§ How to complete this task
Write out every line from the listing below where the string "data" is found.

§ Provided information
BEGIN

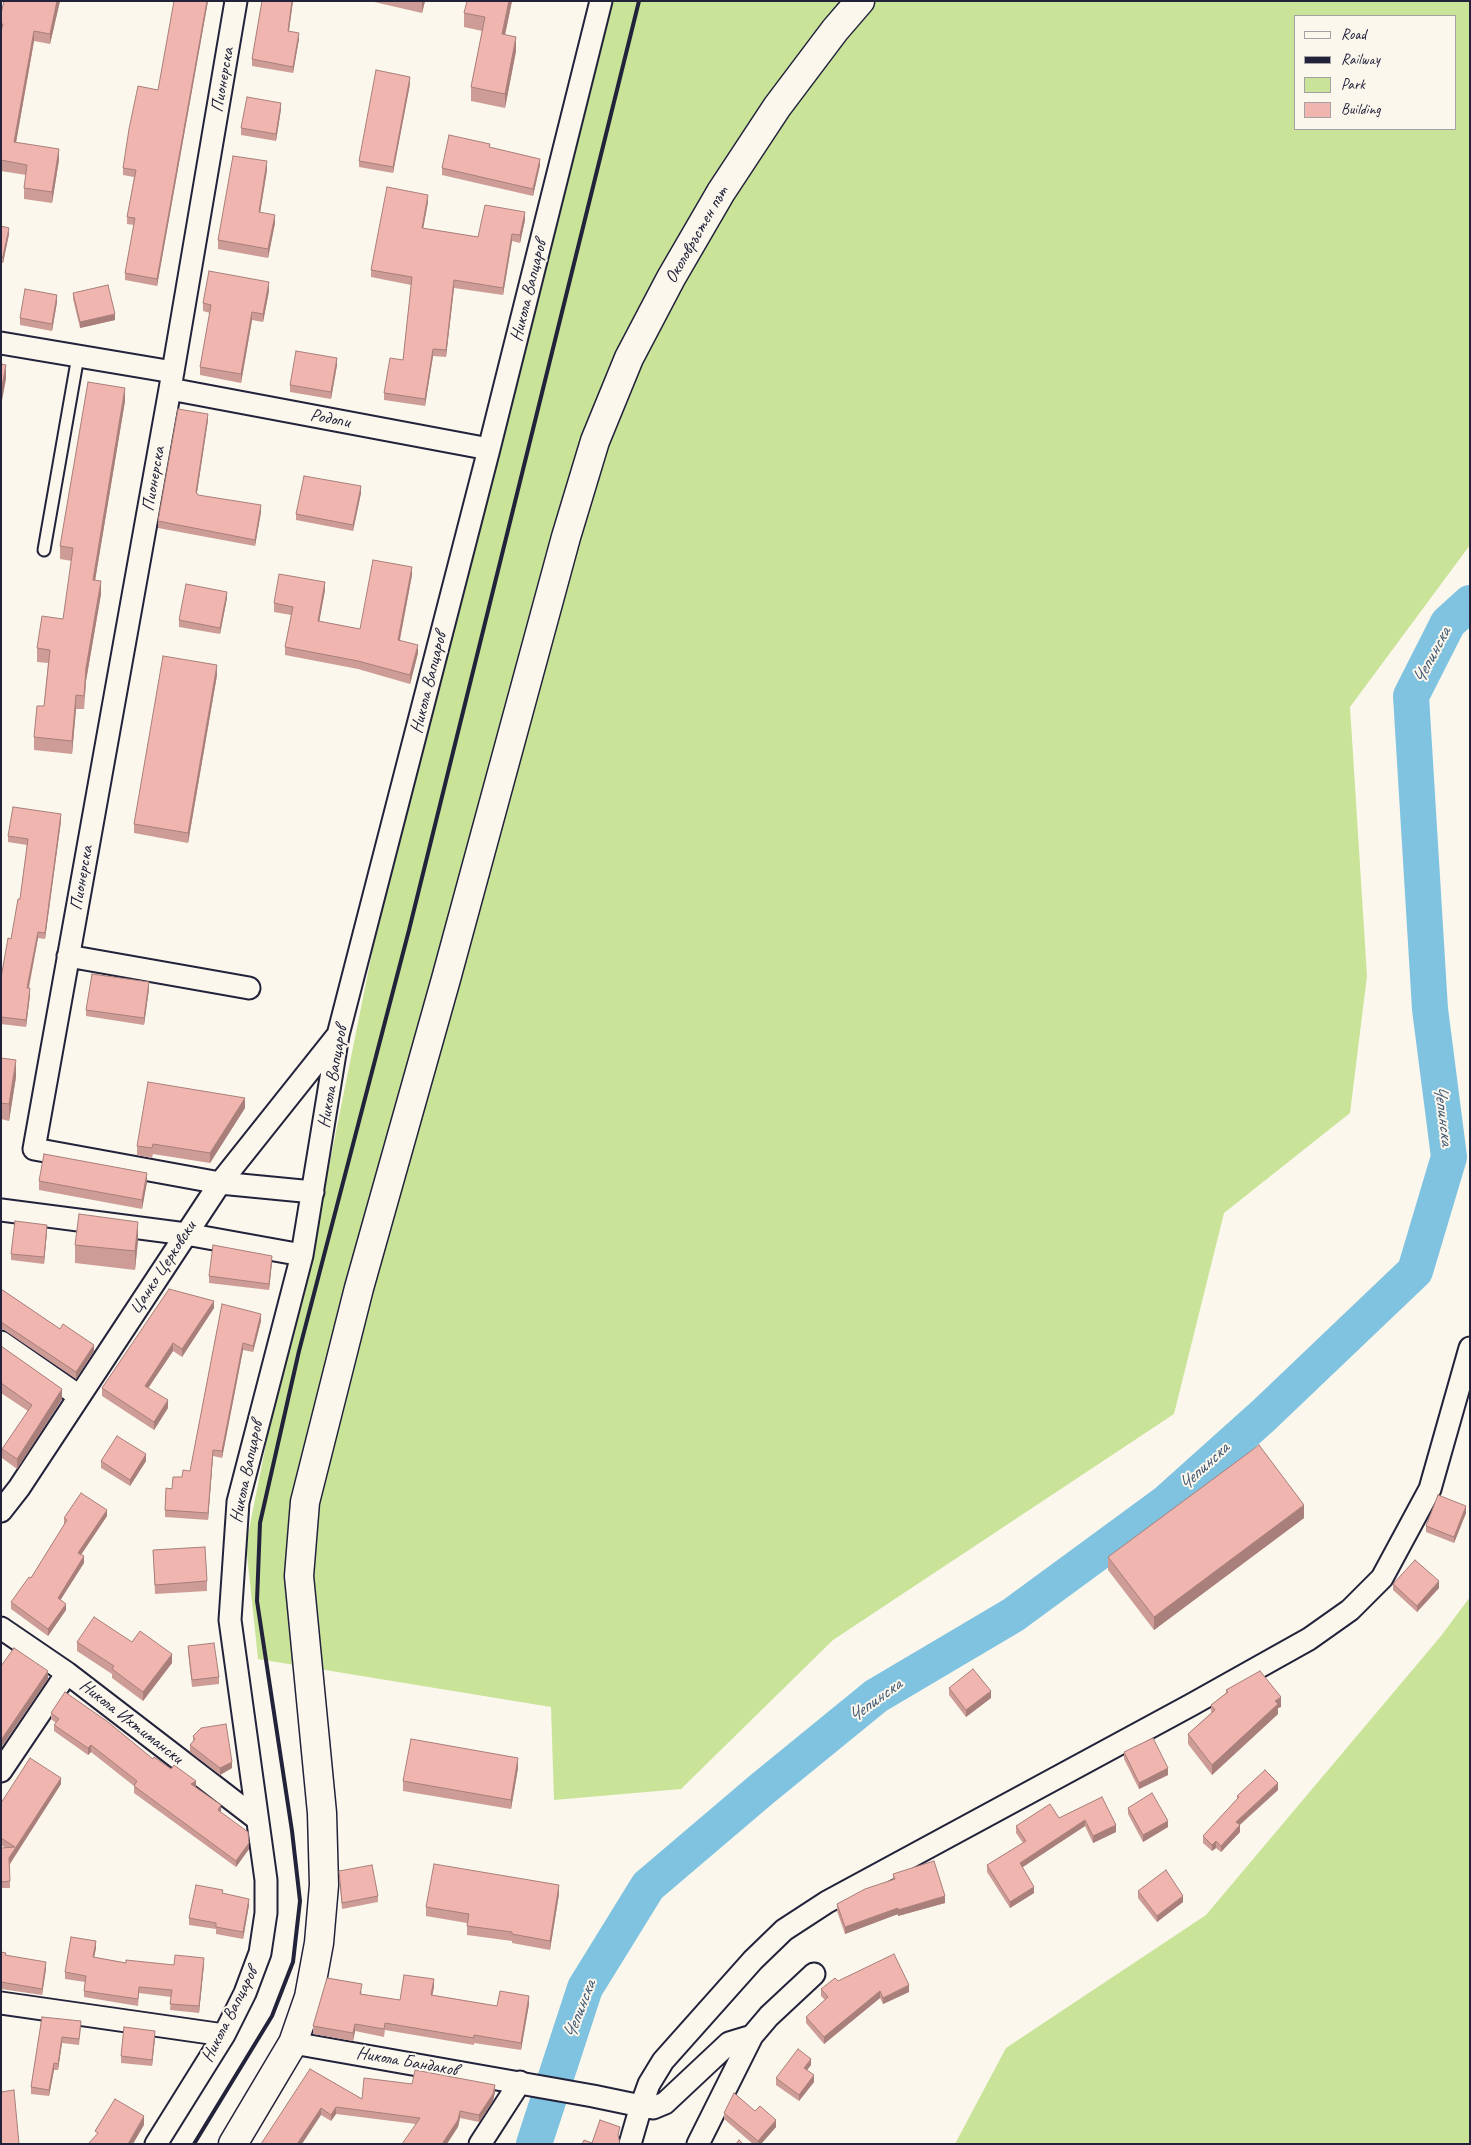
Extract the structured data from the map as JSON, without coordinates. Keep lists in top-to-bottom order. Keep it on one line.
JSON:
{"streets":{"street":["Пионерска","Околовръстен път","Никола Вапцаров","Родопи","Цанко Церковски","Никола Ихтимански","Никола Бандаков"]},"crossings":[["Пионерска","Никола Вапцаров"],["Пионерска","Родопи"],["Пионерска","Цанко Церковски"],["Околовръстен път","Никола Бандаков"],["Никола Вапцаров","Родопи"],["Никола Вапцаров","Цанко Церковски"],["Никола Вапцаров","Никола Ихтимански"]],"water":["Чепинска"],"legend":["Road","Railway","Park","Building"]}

END
BEGIN

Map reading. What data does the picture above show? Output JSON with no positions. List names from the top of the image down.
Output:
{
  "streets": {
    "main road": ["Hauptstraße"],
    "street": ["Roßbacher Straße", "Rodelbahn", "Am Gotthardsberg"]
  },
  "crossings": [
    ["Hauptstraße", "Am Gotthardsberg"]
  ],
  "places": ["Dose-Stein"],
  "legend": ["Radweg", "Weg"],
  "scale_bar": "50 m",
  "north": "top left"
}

END

§ Expected output
Extract the structured data from the map as JSON, without coordinates. Keep lists in top-to-bottom order. Keep it on one line.
Map reading. What data does the picture above show? Output JSON with no positions. List names from the top of the image down.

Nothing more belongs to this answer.